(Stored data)

####

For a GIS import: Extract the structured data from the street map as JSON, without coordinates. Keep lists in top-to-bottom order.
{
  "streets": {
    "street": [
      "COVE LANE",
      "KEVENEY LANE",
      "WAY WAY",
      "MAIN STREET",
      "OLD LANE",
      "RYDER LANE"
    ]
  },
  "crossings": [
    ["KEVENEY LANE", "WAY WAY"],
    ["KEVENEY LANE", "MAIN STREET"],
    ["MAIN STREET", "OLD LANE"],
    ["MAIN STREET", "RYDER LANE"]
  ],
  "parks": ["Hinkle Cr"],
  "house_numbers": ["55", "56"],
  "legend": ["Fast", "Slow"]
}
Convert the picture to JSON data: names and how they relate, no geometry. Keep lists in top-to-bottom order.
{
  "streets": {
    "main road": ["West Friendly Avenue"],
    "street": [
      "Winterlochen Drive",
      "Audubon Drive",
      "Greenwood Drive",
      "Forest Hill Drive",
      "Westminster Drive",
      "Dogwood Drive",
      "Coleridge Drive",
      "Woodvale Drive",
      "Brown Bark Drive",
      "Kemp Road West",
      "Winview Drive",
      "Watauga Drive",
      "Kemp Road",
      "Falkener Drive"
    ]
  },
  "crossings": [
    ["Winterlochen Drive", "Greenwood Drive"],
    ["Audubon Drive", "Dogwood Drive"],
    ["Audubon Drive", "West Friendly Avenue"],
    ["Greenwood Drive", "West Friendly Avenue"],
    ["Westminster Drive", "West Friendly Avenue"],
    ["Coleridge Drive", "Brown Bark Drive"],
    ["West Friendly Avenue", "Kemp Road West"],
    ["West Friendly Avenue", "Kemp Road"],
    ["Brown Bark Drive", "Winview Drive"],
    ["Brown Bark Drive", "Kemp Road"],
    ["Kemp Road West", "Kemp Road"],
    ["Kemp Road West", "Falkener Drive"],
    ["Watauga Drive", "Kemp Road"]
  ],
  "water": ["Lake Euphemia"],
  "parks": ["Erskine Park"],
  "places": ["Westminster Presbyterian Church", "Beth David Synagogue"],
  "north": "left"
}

####

A full, exact copy of the entries is required. Return it.

**Solution to this problem**
For a GIS import: Extract the structured data from the street map as JSON, without coordinates. Keep lists in top-to-bottom order.
{
  "streets": {
    "street": [
      "COVE LANE",
      "KEVENEY LANE",
      "WAY WAY",
      "MAIN STREET",
      "OLD LANE",
      "RYDER LANE"
    ]
  },
  "crossings": [
    ["KEVENEY LANE", "WAY WAY"],
    ["KEVENEY LANE", "MAIN STREET"],
    ["MAIN STREET", "OLD LANE"],
    ["MAIN STREET", "RYDER LANE"]
  ],
  "parks": ["Hinkle Cr"],
  "house_numbers": ["55", "56"],
  "legend": ["Fast", "Slow"]
}
Convert the picture to JSON data: names and how they relate, no geometry. Keep lists in top-to-bottom order.
{
  "streets": {
    "main road": ["West Friendly Avenue"],
    "street": [
      "Winterlochen Drive",
      "Audubon Drive",
      "Greenwood Drive",
      "Forest Hill Drive",
      "Westminster Drive",
      "Dogwood Drive",
      "Coleridge Drive",
      "Woodvale Drive",
      "Brown Bark Drive",
      "Kemp Road West",
      "Winview Drive",
      "Watauga Drive",
      "Kemp Road",
      "Falkener Drive"
    ]
  },
  "crossings": [
    ["Winterlochen Drive", "Greenwood Drive"],
    ["Audubon Drive", "Dogwood Drive"],
    ["Audubon Drive", "West Friendly Avenue"],
    ["Greenwood Drive", "West Friendly Avenue"],
    ["Westminster Drive", "West Friendly Avenue"],
    ["Coleridge Drive", "Brown Bark Drive"],
    ["West Friendly Avenue", "Kemp Road West"],
    ["West Friendly Avenue", "Kemp Road"],
    ["Brown Bark Drive", "Winview Drive"],
    ["Brown Bark Drive", "Kemp Road"],
    ["Kemp Road West", "Kemp Road"],
    ["Kemp Road West", "Falkener Drive"],
    ["Watauga Drive", "Kemp Road"]
  ],
  "water": ["Lake Euphemia"],
  "parks": ["Erskine Park"],
  "places": ["Westminster Presbyterian Church", "Beth David Synagogue"],
  "north": "left"
}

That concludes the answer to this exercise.